ガシラ(かさご)

 

姫鯛

 

ヒシダイ

 

O君が持ってきた魚は今回三種+1(写真なし)。

「大王から帰ってきたとこや」

オコゼは無知な私の為に危険な背びれを綺麗にハサミで切ってくれてあった。

いや、知っていますよ小指くらいの子供オコゼをつかんでしまって二日間片腕が腫れ上がった痛い経験をしましたから。

あのオコゼ君と比べたら今天ぷら鍋の中で無毒化されつつある親オコゼは全身が腫れ上がるような大きさだよ(そんなことはないやろ)

オコゼの唐揚げが出来上がる前に缶ビールをプシュッとやる。

これらの魚は深い海の底にいる。

よって釣り上げるのはなかなか骨が折れるが、近頃は電気エネルギーが引き上げてきてくれる。

水圧の変化で目玉が飛び出てくるのでおどけた表情に見えるが、世を儚んでいるのが事実だ。

生まれてから今朝まで、より大きな食物連鎖達に怯えつつも精一杯生き延びて来た人生が一瞬の判断ミスで終わってしまったのだから。

しかし非情にも非常に美味い。

ガシラ他三種は根魚料理の王道とも言える煮付けにする。

煮付けにすると味は大体似通ったものになり、その食感のみで個人の特性を主張することになる。

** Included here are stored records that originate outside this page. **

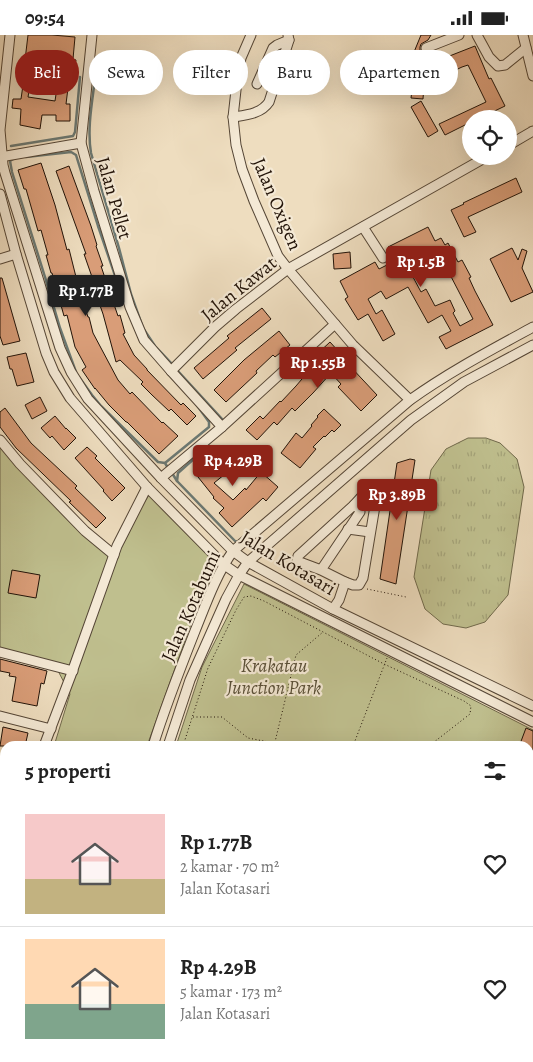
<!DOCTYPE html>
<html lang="id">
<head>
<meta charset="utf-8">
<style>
	body { margin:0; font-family:Alegreya,serif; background:#f2f2f2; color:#222; height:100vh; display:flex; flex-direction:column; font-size:19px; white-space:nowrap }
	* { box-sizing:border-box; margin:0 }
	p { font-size:16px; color:#767676 }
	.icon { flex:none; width:28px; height:28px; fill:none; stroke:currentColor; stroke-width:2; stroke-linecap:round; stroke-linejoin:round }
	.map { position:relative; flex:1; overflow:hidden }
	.side { position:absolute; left:0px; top:706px; width:534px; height:321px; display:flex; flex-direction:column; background:#fff; border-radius:15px 15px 0 0; box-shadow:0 5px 20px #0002 }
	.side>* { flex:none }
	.top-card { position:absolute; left:15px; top:15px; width:504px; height:45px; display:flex; gap:10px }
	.fabs { position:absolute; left:462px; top:75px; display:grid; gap:10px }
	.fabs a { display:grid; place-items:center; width:55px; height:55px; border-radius:50%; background:#fff; box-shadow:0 5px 20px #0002; font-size:25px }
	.price { position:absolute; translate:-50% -42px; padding:0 11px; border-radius:5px; background:#8f2418; color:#fff; font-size:16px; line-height:32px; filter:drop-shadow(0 1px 2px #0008) }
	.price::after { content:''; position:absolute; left:50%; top:30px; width:15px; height:11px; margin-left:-8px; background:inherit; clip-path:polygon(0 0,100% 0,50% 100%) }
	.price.active { background:#222; color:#fff }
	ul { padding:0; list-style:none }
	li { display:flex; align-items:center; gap:15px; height:125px; padding:0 25px }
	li+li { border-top:1px solid #e0e0e0 }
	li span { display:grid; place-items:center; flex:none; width:140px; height:100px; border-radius:0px; color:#555 }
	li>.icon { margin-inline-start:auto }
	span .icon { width:60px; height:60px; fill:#fffc; stroke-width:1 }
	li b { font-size:21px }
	h2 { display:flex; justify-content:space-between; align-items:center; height:60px; padding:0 25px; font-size:21px }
	.chip { padding:0 18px; border-radius:22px; background:#fff; box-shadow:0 5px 20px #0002; font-size:18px; line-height:45px }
	.chip.active { background:#8f2418; color:#fff }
	.status { display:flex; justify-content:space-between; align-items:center; height:35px; padding:0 25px; background:#fff; direction:ltr }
	.status svg { height:14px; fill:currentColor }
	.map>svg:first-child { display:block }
</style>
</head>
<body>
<div class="status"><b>09:54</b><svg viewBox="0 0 49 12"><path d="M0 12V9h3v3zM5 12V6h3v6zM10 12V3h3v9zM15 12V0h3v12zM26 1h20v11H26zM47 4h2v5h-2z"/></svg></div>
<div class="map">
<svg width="533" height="1027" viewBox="0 0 533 1027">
	<defs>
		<pattern id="grass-tufts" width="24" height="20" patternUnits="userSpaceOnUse" patternTransform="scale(1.25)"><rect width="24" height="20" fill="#bfbf8e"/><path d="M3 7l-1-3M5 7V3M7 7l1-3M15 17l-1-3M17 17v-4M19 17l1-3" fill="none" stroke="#a4a379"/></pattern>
		<pattern id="forest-firs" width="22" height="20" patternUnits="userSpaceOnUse" patternTransform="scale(1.25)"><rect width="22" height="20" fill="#bfbf8e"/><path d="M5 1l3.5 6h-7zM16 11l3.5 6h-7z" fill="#a4a379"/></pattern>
	</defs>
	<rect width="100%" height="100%" fill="#eeddbf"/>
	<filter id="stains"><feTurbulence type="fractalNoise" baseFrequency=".004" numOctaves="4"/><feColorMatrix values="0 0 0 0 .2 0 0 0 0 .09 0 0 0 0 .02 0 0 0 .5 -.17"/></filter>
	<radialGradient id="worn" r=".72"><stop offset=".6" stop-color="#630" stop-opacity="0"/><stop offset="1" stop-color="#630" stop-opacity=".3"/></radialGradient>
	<path fill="url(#grass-tufts)" stroke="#70694b" d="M468 403H486L500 408 517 424 524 452 508 560 485 587 466 593 443 589 425 574 414 542 431 435 446 414Z"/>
	<path fill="url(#forest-firs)" stroke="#70694b" d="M0 765 5 766V814L0 812Z"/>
	<g fill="#bfbf8e" stroke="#70694b">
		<path d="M0 408 110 519 151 457 223 527 200 564 147 711H54L70 659 55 630 0 615Z"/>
		<path d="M244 549 533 695V805L529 809V711H176L202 632Z"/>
	</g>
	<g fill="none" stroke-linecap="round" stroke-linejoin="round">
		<g stroke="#6b7872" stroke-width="2.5">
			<path d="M95 44C92 68 87 94 91 118L119 213 131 259 143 293 155 311 174 331"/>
			<path d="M11 111 73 101 75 97 80 42"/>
			<path d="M26 122 71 117 76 120 98 191 121 258"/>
			<path d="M15 123 10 126 12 137 45 242 60 293 76 337"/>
			<path d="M178 333 177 335 223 385"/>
			<path d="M79 342 92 360 101 371 158 427 165 428 168 433"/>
			<path d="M205 414 178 438 177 446 235 506 239 507"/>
			<path d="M165 428 209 392V387L196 369"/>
			<path d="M172 438 177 446"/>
		</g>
	</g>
	<g fill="#d99d78" stroke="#221308" fill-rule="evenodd">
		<path d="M28 0H52L75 2 73 24 76 25 73 45H69L66 69H70V86H56V80H42L40 94 20 90 21 74 12 73 13 64H21L24 43H23L25 25ZM31 44 58 46 55 66 28 62Z"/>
		<path d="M421 0H431L428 5 421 9 420 12V16L423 18 418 28 421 29 419 36 452 20 475 11 489 44 491 43 505 71 478 84H471V87L445 100 439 89 486 67 468 30 462 32 424 50 423 64 411 63 414 39 415 38H414L413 40 410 39 414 23 412 22Z"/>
		<path d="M421 66 438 96 428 102 411 72Z"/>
		<path d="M41 128 55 170 67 215 69 214 79 254 88 282H89L93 298 118 345 130 359 132 357 162 388 163 387 178 401 159 419 127 387H126L109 370 95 353V354L82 335 86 332 75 312 67 280 64 281 52 238H51L46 220H48L41 195 38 196 26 154H24L18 135Z"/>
		<path d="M69 131 91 191 97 210 96 211 103 231H101L110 258 118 281 120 280 125 298 123 299 134 320 147 334V335L181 370 183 368 196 381 187 390 171 374 169 376 152 360 141 349 143 347 120 325 116 327 103 279 90 242H92L84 219H86L56 136Z"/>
		<path d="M516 143 522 157 468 182 476 197 464 202 451 175 464 169 463 168Z"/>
		<path d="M428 192 435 206 441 203 445 210 448 208 458 227 462 225 471 242 469 243 475 256 493 290 446 314 439 302 451 296 442 280 428 288 408 252 386 264 381 256 368 264 376 279 382 275 395 299 383 306 368 279 358 285 345 264 348 262 340 246 375 227 379 234 395 226 388 212ZM445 230 473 284 460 291 453 278 455 276 450 265 435 271 426 254 421 257 413 242 433 232 434 235Z"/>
		<path d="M512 213 518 225 522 214 527 216 522 233 533 257 511 267 490 224Z"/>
		<path d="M350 217 351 233 334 234 333 219Z"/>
		<path d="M0 243H2L20 306 3 310 0 301Z"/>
		<path d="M262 273 271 284 235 313 237 315 203 344 194 333 229 303 227 301Z"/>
		<path d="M279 296 290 310 275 322 273 320 256 336 257 338 226 367 214 355 244 325Z"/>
		<path d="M330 307 349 328 348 329 377 360 361 376 338 352 341 349 331 338 313 358 295 376 292 373 277 390 274 387 257 405 246 395 260 381 263 384 280 366 281 367 296 351 319 324 315 321Z"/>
		<path d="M26 318 34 347 17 351 12 334H10L7 322Z"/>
		<path d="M40 362 47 376 32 384 25 370Z"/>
		<path d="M5 373 31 408 77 451 75 453 106 483 96 493 69 467 71 466 16 413 0 392V377Z"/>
		<path d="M324 374 341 390 334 397 332 395 325 402 324 401 313 412 316 414 300 433 281 418 296 398 302 403 312 391 311 390 318 382 317 381Z"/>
		<path d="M55 381 66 394V393L76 403 64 415 52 401 50 403 41 393Z"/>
		<path d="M228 411 241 426 214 448 233 465 245 453 246 455 261 437 278 452 266 466 263 463 232 492 219 478 224 473 213 463 214 462 194 437Z"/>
		<path d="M87 412 97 421 95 423 125 453 112 466 103 456 104 455 75 423Z"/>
		<path d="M410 424 415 425 396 549 380 544 397 428Z"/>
		<path d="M12 535 40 540 36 563 8 558Z"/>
		<path d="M0 624 47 636 44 649 41 648 37 671 12 666 16 642 9 641 10 638 0 636Z"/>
		<path d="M3 692 28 698 25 711H0Z"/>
		<path d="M526 693 533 696V715L529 713V711H525L520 709Z"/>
	</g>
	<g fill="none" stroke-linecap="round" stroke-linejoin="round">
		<g stroke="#554636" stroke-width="11">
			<g id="minor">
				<path d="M10 0 0 95 3 130 5 138 60 313 71 337 88 364 161 443 233 516 248 527 333 574 533 671"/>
				<path d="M92 0 81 108 94 156 130 272 144 305 171 336 222 392"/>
				<path d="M251 0 241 23 237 46 233 82 236 110 242 134 254 166 278 221 288 234 353 310 410 365"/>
				<path d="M477 0 489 22 498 31 505 30 526 13"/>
				<path d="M523 0 533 41"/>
				<path d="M426 13 459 0"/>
				<path d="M257 49 273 13 277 10 289 5"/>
				<path d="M233 82C246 80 261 79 269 67L289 5 288 0"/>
				<path d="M509 110 533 96"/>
				<path d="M0 122 81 108"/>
				<path d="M0 159 16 219 46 318 54 337 70 363 147 452 223 529 239 540 533 687"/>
				<path d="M363 192 383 223"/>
				<path d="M0 224 16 219"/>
				<path d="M171 336 215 292 236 274 288 234 488 121"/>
				<path d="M0 405 20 429 85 496 114 520"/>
				<path d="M161 443 222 392 335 289"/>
				<path d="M348 494 370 497"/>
				<path d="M321 535 360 477 359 474 354 470 298 521 297 526 321 535 345 547 339 565 333 574"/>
				<path d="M345 547 353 550H359L363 543 376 465 373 458 367 457 364 459 354 470"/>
				<path d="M0 617 73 636"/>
				<path d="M0 681 51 694"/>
				<path d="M44 711 71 640 117 511 147 452"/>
				<path d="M153 711C165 672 180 634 195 596 206 569 216 540 233 516L410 365C449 337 491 315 533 292"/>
				<path d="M168 711 190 645 226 564 239 540 248 527 411 385 464 347 533 310"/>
				<path d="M529 737C532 740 531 747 529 751"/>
				<path d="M0 759 5 760"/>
				<path d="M529 820 533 816"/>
				<path d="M0 822 5 824"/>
				<path d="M529 838 533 835"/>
				<path d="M0 840 5 842"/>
				<path d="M0 894 5 874"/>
				<path d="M0 919 5 922"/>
				<path d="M0 1015 5 1022"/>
				<path d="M437 1022 438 1027"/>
				<path d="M94 1027 95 1022"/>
				<path d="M207 1027 208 1022"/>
				<path d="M274 1027 275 1022"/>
				<path d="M329 1027 331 1022"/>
				<path d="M384 1027 385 1022"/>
			</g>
		</g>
		<g stroke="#221308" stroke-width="1" stroke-dasharray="1 2.5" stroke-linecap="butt">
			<path d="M367 554 406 562"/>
			<path d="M193 682H222L248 703 274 708 353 711"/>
			<path d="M183 711 208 633 236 575 244 562 251 561 264 566 384 629 464 666 471 671 470 679 429 711"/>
			<path d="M274 711 296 620 323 597"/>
			<path d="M354 711H353L387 623"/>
		</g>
		<use href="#minor" stroke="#f4e9d5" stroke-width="9"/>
	</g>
	<g text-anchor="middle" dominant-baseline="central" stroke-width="4.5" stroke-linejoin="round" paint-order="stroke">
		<g font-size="19" fill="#221308" stroke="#f4e9d5">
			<text transform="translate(114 163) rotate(74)">Jalan Pellet</text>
			<text transform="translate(277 169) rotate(67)">Jalan Oxigen</text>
			<text transform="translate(239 254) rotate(-39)">Jalan Kawat</text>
			<text transform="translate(288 528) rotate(31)">Jalan Kotasari</text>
			<text transform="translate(191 571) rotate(-66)">Jalan Kotabumi</text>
		</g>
		<g font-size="19" font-style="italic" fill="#594f37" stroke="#f4e9d5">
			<text x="274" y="631">Krakatau<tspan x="274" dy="22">Junction Park</tspan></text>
		</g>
	</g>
	<rect width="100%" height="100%" filter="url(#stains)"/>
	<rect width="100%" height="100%" fill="url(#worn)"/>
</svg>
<div class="fabs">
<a><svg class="icon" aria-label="locate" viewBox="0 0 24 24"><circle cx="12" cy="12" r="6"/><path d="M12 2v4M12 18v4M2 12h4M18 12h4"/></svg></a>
</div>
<b class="price" style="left:421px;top:253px">Rp 1.5B</b>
<b class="price active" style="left:86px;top:282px">Rp 1.77B</b>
<b class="price" style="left:318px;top:354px">Rp 1.55B</b>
<b class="price" style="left:233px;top:452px">Rp 4.29B</b>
<b class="price" style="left:397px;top:486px">Rp 3.89B</b>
<div class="top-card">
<a class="chip active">Beli</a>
<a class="chip">Sewa</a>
<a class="chip">Filter</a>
<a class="chip">Baru</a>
<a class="chip">Apartemen</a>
</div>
<section class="side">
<h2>5 properti<svg class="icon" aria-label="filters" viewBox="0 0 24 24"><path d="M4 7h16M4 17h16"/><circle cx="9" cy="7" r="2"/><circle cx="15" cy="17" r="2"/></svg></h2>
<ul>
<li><span style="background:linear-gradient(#f6c9c9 65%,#c2b280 0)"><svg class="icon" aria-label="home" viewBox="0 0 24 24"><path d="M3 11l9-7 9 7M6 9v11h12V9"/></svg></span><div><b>Rp 1.77B</b><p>2 kamar · 70 m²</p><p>Jalan Kotasari</p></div><svg class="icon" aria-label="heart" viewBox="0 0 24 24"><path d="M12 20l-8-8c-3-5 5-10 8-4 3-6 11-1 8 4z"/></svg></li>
<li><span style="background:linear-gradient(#ffd9b3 65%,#7fa58c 0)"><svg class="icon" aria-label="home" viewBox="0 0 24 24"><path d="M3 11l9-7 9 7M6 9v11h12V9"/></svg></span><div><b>Rp 4.29B</b><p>5 kamar · 173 m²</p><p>Jalan Kotasari</p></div><svg class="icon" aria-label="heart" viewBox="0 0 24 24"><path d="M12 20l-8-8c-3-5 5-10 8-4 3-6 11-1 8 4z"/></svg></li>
</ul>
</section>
</div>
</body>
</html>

今回手こずらせてくれたのがヒシダイで、恐ろしく鱗の性能が高いことを知った。

細かい鱗なのになかなか禿げ?(剥げ)ない。

自然が作り出した最強の鎧のようだ。

こいつはいったいどんな凶暴な敵と向かい合っていたというのだ。

この魚の鱗の性能を良く知っていたなら戦国武将達は重い鎧を脱ぎ捨ててヒシダイを全身に貼り付けただろう。

私はその性能を思い知らされた。

硬くて取り残した鱗は煮付けて高温に晒された後でも防御力をまったく失っていなかった。